Tim Satgas Pangan Kota Batu Temukan Makanan Kedaluwarsa

Tim Satgas Pangan yang dipimpin Wakil Walikota Batu, Punjul Santoso (baju batik merah) saat melakukan sidak mamin di Pasar Besar Batu dan sejumlah toko modern, Selasa (28/5).

Kota Batu,Bhirawa
Satgas Pangan Kota Batu kembali menggelar operasi pasar dan inspeksi mendadak (sidak) makanan dan minuman (mamin) di Pasar Besar dan sejumlah toko modern di Kota Batu, Selasa (28/5). Hasilnya, ditemukan beberapa makanan yang telah kadaluarsa tetap dijual di toko modern. Sedangkan di di Pasar Besar Batu ditemukan beberapa makanan yang dijual kondisinya tidak higienis dan diduga ada campuran bahan pengawet atau boraks.
Diketahui, kemarin Tim Satgas Pangan yang terdiri dari Polisi, Diskumdag Batu, MUI Batu, Lembaga Perlindungan Konsumen (LPK) melakukan sidak dipimpin langsung Wakil Walikota Batu, H.Punjul Santoso bersama Kasat Reskrim Polres Batu, AKP Anton Widodo.

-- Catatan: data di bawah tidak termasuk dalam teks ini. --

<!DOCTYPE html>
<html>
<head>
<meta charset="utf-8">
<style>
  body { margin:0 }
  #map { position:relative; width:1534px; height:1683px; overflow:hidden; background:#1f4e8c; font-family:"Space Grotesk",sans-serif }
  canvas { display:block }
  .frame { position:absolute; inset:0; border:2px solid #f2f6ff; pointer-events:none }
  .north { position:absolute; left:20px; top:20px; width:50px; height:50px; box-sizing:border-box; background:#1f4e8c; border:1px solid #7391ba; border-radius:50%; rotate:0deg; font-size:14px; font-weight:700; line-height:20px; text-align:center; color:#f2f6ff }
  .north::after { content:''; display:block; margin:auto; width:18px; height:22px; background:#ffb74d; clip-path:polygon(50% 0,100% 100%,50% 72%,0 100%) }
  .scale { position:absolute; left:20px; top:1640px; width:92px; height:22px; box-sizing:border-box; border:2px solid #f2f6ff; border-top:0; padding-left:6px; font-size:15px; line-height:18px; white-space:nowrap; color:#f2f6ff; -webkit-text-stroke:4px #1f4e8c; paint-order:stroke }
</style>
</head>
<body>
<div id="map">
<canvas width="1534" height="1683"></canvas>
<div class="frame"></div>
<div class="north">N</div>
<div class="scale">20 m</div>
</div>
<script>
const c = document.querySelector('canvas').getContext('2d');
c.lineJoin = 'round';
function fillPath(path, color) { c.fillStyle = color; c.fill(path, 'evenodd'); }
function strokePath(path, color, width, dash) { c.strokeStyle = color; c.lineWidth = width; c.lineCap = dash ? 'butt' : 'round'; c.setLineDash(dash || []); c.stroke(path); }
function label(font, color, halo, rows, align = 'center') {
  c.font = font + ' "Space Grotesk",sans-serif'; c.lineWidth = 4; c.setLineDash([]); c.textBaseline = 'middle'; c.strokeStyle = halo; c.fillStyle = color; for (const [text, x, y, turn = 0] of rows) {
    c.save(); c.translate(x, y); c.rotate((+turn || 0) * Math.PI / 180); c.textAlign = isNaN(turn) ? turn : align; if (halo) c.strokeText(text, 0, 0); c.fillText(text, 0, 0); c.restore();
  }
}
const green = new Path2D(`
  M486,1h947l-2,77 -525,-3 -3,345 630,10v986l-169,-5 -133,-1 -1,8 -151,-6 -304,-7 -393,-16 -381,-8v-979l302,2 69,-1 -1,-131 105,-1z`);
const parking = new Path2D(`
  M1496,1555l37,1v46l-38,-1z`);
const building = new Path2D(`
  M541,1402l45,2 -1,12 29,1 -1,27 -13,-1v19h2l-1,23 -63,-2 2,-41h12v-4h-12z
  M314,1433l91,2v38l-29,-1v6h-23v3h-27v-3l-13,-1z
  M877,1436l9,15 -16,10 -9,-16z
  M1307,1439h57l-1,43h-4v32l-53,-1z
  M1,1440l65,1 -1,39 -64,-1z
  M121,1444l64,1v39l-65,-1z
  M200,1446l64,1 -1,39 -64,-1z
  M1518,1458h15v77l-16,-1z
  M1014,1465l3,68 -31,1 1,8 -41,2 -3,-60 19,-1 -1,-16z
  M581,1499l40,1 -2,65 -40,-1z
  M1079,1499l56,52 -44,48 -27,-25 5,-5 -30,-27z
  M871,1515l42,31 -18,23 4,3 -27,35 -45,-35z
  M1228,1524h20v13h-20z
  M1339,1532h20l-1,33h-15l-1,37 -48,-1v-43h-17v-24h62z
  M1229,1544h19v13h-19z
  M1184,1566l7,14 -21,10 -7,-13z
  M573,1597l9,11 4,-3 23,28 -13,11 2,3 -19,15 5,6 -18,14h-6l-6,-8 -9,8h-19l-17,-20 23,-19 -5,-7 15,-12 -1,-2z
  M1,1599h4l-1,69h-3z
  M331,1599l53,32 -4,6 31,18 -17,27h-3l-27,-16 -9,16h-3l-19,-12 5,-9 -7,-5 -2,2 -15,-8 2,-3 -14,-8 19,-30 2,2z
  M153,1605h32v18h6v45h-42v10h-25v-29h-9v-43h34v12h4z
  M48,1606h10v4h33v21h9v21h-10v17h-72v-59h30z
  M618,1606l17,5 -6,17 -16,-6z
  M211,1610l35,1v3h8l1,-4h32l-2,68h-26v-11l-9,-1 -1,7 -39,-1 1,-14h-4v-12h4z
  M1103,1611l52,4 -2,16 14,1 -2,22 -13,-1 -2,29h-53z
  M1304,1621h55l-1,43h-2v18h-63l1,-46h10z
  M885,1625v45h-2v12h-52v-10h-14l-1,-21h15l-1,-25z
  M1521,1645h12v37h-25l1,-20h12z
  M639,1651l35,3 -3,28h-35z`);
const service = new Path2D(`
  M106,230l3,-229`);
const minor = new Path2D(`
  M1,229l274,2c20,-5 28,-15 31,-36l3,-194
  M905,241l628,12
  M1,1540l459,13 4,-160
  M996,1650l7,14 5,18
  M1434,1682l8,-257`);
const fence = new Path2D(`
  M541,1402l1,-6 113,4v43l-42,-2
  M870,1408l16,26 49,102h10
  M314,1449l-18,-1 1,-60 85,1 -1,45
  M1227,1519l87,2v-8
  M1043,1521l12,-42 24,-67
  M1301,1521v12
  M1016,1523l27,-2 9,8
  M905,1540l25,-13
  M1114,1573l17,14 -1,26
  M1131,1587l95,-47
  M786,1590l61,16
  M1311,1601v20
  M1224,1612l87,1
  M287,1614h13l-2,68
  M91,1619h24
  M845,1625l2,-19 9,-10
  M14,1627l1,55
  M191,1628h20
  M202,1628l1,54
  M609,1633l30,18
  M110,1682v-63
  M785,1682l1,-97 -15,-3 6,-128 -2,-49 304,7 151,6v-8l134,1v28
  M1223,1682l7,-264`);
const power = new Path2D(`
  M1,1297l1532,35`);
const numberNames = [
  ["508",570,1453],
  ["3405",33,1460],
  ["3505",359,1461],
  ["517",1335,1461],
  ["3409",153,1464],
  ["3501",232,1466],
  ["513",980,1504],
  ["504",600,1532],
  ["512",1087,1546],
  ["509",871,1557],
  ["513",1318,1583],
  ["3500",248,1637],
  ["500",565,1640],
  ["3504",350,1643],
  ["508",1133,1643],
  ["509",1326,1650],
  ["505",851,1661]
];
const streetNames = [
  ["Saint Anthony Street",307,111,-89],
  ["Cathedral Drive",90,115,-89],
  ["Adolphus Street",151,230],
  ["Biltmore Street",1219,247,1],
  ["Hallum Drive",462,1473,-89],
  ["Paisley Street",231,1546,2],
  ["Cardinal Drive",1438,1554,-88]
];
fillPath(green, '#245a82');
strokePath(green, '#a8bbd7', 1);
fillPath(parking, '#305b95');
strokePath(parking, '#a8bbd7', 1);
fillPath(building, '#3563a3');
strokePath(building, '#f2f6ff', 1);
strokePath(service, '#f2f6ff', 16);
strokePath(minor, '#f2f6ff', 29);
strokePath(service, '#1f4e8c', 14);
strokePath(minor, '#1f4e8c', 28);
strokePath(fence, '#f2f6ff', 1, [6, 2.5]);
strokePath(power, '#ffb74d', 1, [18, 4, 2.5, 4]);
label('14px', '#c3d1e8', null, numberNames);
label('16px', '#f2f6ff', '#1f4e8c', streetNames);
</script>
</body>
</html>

Saat sidak mamin di Lippo Plaza Batu, ditemukan 6 daging yang telah kadaluarsa. Meskipun dijual dalam pendingin, beberapa macam daging mulai dari daging sapi, daging ayam, dan ikan tercatat telah kadaluarsa pada 25 Mei 2019. Ada juga makanan sejenis jelly yang tetap dijual meskipun kondisinya sudah kadaluwarsa.
“Kita juga menemukan ada produk tahu tofu yang tertulis produk dari China namun juga tertulis ijinnya PIRT (Produk Industri rumah Tangga-red). Ini jelas masyarakat agar produk ini nampak seperti produk asal luar negeri,”ujar Punjul Santoso, Selasa (28/5).

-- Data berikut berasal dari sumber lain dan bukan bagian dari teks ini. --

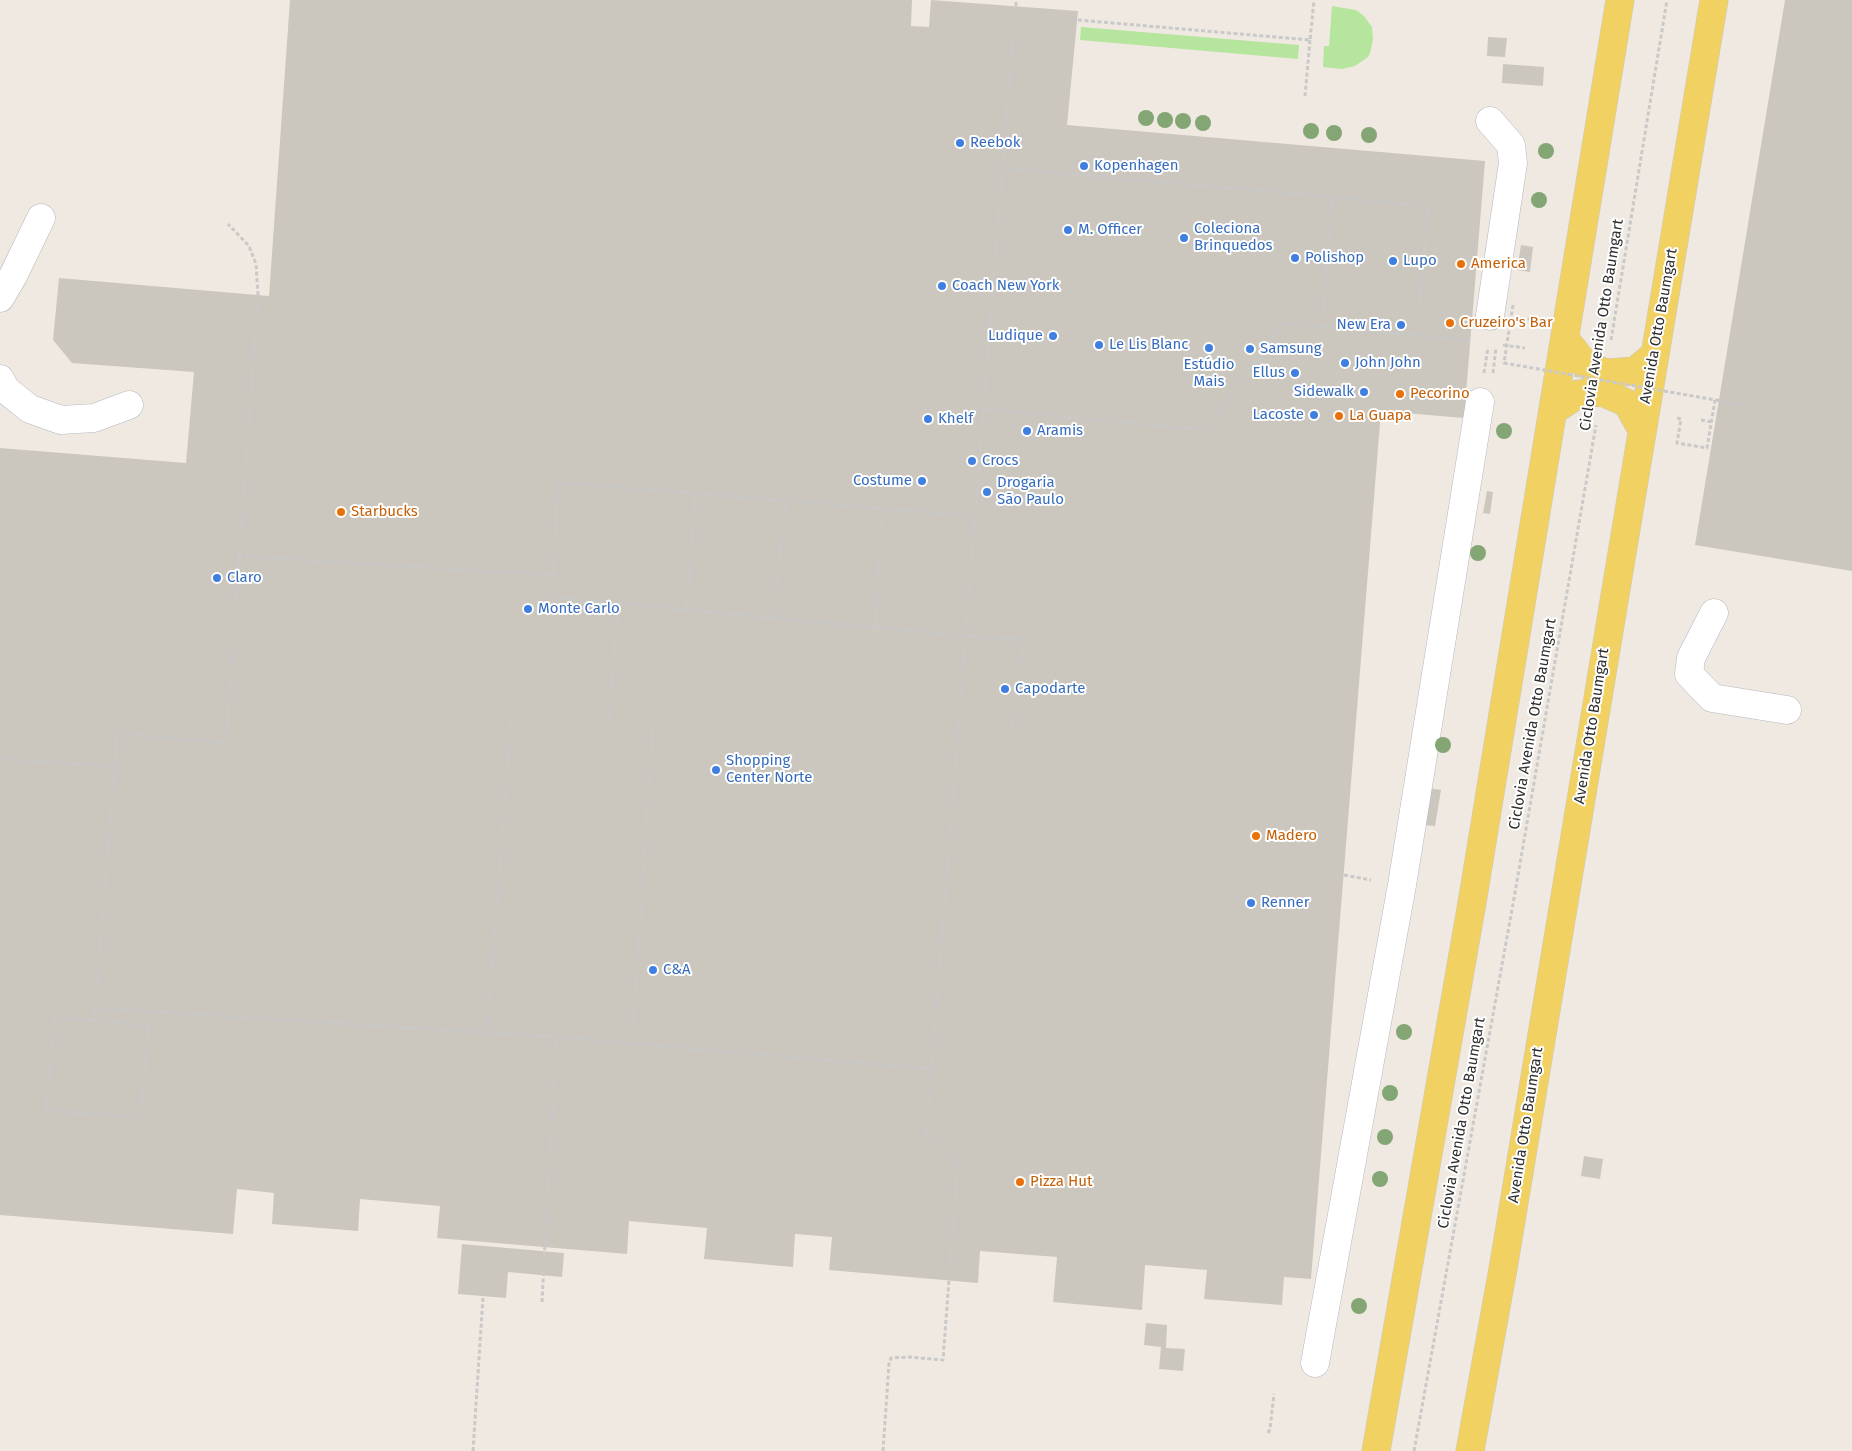 <!DOCTYPE html>
<meta charset="utf-8">
<style>
body{margin:0}
canvas{display:block;background:#efe9e1}
</style>
<canvas width="1852" height="1451"></canvas>
<script>
const context = document.querySelector('canvas').getContext('2d');
context.lineJoin = 'round';
function fillPath(path, color) {
  context.fillStyle = color;
  context.fill(path, 'evenodd');
}
function toPath(rows) {
  const path = new Path2D();
  for (const r of rows) {
    path.moveTo(r[0], r[1]);
    for (let i = 2; i < r.length; i += 2) path.lineTo(r[i], r[i + 1]);
  }
  return path;
}
function trace(path, color, width, dash) {
  context.strokeStyle = color;
  context.lineWidth = width;
  context.lineCap = dash ? 'butt' : 'round';
  context.setLineDash(dash || []);
  context.stroke(path);
}
function label(font, color, halo, rows, align = 'center') {
  context.font = font + ' "Fira Sans",sans-serif';
  context.lineWidth = 4;
  context.setLineDash([]);
  context.textBaseline = 'middle';
  context.strokeStyle = halo;
  context.fillStyle = color;
  for (const [text, x, y, turn = 0] of rows) {
    context.save();
    context.translate(x, y);
    context.rotate((+turn || 0) * Math.PI / 180);
    context.textAlign = isNaN(turn) ? turn : align;
    if (halo) context.strokeText(text, 0, 0);
    context.fillText(text, 0, 0);
    context.restore();
  }
}
fillPath(toPath([
 [1332,6,1356,10,1364,16,1372,27,1373,39,1370,53,1368,57,1355,66,1342,69,1323,67,1324,46,1329,46],
 [1081,27,1299,45,1298,59,1080,40]
]), '#b6e59e');
fillPath(toPath([
 [290,0,912,0,911,26,929,27,931,0,1078,11,1067,125,1485,161,1464,418,1381,411,1311,1279,1284,1277,1282,1305,1204,1299,1207,1270,1145,1265,1142,1310,1053,1302,1057,1257,980,1251,978,1283,829,1270,832,1237,795,1234,793,1267,704,1259,707,1228,629,1221,627,1254,437,1238,440,1206,360,1199,358,1231,272,1224,274,1193,237,1189,233,1234,0,1215,0,448,186,463,194,372,72,363,53,340,59,278,269,296],
 [1785,0,1852,0,1852,571,1695,545],
 [1488,37,1507,38,1505,57,1487,56],
 [1503,64,1544,67,1543,86,1502,83],
 [1521,245,1533,247,1530,272,1517,270],
 [1487,491,1493,492,1490,514,1483,513],
 [1429,788,1441,790,1435,826,1424,825],
 [1584,1156,1603,1159,1600,1179,1581,1176],
 [462,1244,564,1253,562,1277,508,1272,506,1298,458,1294],
 [1146,1323,1167,1325,1166,1348,1185,1349,1183,1371,1159,1369,1161,1347,1144,1345]
]), '#cbc7bf');
const minor = toPath([
 [1490,121,1511,145,1513,163,1490,316],
 [0,298,13,276,41,218],
 [0,379,6,390,30,409,61,420,94,418,129,405],
 [1714,613,1691,658,1689,674,1712,698,1787,710],
 [1315,1363,1402,885,1480,402]
]);
const major = toPath([
 [1565,339,1585,364,1605,373,1635,371,1654,355],
 [1553,411,1578,394,1602,392,1627,403,1642,430],
 [1376,1451,1473,897,1620,0],
 [1470,1451,1504,1263,1714,0]
]);
trace(minor, '#b4b7c1', 29);
trace(major, '#c9c9c9', 29);
trace(toPath([
 [1016,6,1016,0],
 [1078,20,1310,40,1314,0],
 [1305,96,1310,40],
 [1003,168,1332,197],
 [1521,319,1529,319],
 [1322,326,1332,197,1428,206,1417,335],
 [1611,340,1667,0],
 [1503,345,1525,348],
 [1484,373,1488,347],
 [1493,373,1496,347],
 [983,409,1206,430,1284,323,1470,340],
 [1677,418,1681,419,1677,443,1707,448,1715,400],
 [1701,420,1712,422],
 [239,556,553,575,552,597,965,636,1025,640,1008,749],
 [553,575,558,483,695,493],
 [687,610,695,493,975,516],
 [773,618,786,501],
 [876,628,881,509],
 [609,721,618,603],
 [0,759,115,766,95,1008,556,1037],
 [115,766,117,733,226,743,258,295,256,264,249,246,228,224],
 [1344,875,1371,880],
 [94,1020,55,1018,46,1110,141,1118,148,1026,94,1020,95,1008],
 [487,1033,512,714],
 [632,1044,653,724],
 [542,1302,556,1037,931,1069],
 [1268,1433,1270,1429,1274,1394],
 [473,1451,483,1297],
 [883,1451,889,1364,891,1358,909,1357,943,1360,958,1159,926,1134,1013,34],
 [1414,1451,1513,904,1596,425]
]), '#c9c9c9', 3, [4, 2.5]);
trace(minor, '#fff', 28);
trace(major, '#f2d163', 28);
trace(toPath([
 [1513,305,1504,363,1750,406]
]), '#c9c9c9', 3, [4, 2.5]);
context.fillStyle = '#84a574';
for (const [x, y] of [
 [1146,118],
 [1165,120],
 [1183,121],
 [1203,123],
 [1311,131],
 [1334,133],
 [1369,135],
 [1546,151],
 [1539,200],
 [1504,431],
 [1478,553],
 [1443,745],
 [1404,1032],
 [1390,1093],
 [1385,1137],
 [1380,1179],
 [1359,1306]
]) {
  context.beginPath();
  context.arc(x, y, 8, 0, 2 * Math.PI);
  context.fill();
}
for (const [x, y, r, color] of [
 [960,143,5,"#3f7fe0"],
 [1084,166,5,"#3f7fe0"],
 [1068,230,5,"#3f7fe0"],
 [1184,238,5,"#3f7fe0"],
 [1295,258,5,"#3f7fe0"],
 [1393,261,5,"#3f7fe0"],
 [1461,264,5,"#e8710a"],
 [942,286,5,"#3f7fe0"],
 [1450,323,5,"#e8710a"],
 [1401,325,5,"#3f7fe0"],
 [1053,336,5,"#3f7fe0"],
 [1099,345,5,"#3f7fe0"],
 [1209,348,5,"#3f7fe0"],
 [1250,349,5,"#3f7fe0"],
 [1345,363,5,"#3f7fe0"],
 [1295,373,5,"#3f7fe0"],
 [1364,392,5,"#3f7fe0"],
 [1400,394,5,"#e8710a"],
 [1314,415,5,"#3f7fe0"],
 [1339,416,5,"#e8710a"],
 [928,419,5,"#3f7fe0"],
 [1027,431,5,"#3f7fe0"],
 [972,461,5,"#3f7fe0"],
 [922,481,5,"#3f7fe0"],
 [987,492,5,"#3f7fe0"],
 [341,512,5,"#e8710a"],
 [217,578,5,"#3f7fe0"],
 [528,609,5,"#3f7fe0"],
 [1005,689,5,"#3f7fe0"],
 [716,770,5,"#3f7fe0"],
 [1256,836,5,"#e8710a"],
 [1251,903,5,"#3f7fe0"],
 [653,970,5,"#3f7fe0"],
 [1020,1182,5,"#e8710a"]
]) {
  const dot = new Path2D();
  dot.arc(x, y, r, 0, 2 * Math.PI);
  context.fillStyle = color;
  context.fill(dot);
  trace(dot, '#fff', 2);
}
label('15px', '#366cbe', '#fff', [
 ["Reebok",970,143],
 ["Kopenhagen",1094,166],
 ["Coleciona",1194,229],
 ["Brinquedos",1194,246],
 ["M. Officer",1078,230],
 ["Polishop",1305,258],
 ["Lupo",1403,261],
 ["Coach New York",952,286],
 ["New Era",1391,325,"right"],
 ["Ludique",1043,336,"right"],
 ["Le Lis Blanc",1109,345],
 ["Samsung",1260,349],
 ["John John",1355,363],
 ["Estúdio",1209,365,"center"],
 ["Mais",1209,382,"center"],
 ["Ellus",1285,373,"right"],
 ["Sidewalk",1354,392,"right"],
 ["Lacoste",1304,415,"right"],
 ["Khelf",938,419],
 ["Aramis",1037,431],
 ["Crocs",982,461],
 ["Costume",912,481,"right"],
 ["Drogaria",997,483],
 ["São Paulo",997,500],
 ["Claro",227,578],
 ["Monte Carlo",538,609],
 ["Capodarte",1015,689],
 ["Shopping",726,761],
 ["Center Norte",726,778],
 ["Renner",1261,903],
 ["C&A",663,970]
], 'left');
label('15px', '#c56008', '#fff', [
 ["America",1471,264],
 ["Cruzeiro's Bar",1460,323],
 ["Pecorino",1410,394],
 ["La Guapa",1349,416],
 ["Starbucks",351,512],
 ["Madero",1266,836],
 ["Pizza Hut",1030,1182]
], 'left');
label('15px', '#2e2e2e', '#fff', [
 ["Ciclovia Avenida Otto Baumgart",1602,325,-81],
 ["Avenida Otto Baumgart",1659,326,-80],
 ["Ciclovia Avenida Otto Baumgart",1533,724,-80],
 ["Avenida Otto Baumgart",1592,726,-81],
 ["Ciclovia Avenida Otto Baumgart",1462,1123,-80],
 ["Avenida Otto Baumgart",1526,1125,-81]
]);
</script>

Dengan temuan ini, Punjul meminta agar petugas lebih teliti lagi memeriksa barang yang masuk. Karena dimungkinkan juga adanya produk yang kadaluarsa hal bisa masuk akibat kelalaian petugas. Untuk itu ia meminta agar Tim Satgas Pangan menindak tegas adanya kelalaian ini atau bahkan adanya unsur kesengajaan.
Menanggapi hal ini, Kasat Reskrim Polres Batu AKP Anton Widodo menyampaikan bahwa pihak toko harus menjaga kepercayaan konsumen. “Kita akan selidiki apakah adanya makanan kadaluwarsa ini akibat kelalaian atau ada unsur kesengajaan. Dan kita juga memerintahkan kepada manajemen toko modern ini untuk segera menarik semua barang yang kedapatan sudah kadaluwarsa,”ujar Anton.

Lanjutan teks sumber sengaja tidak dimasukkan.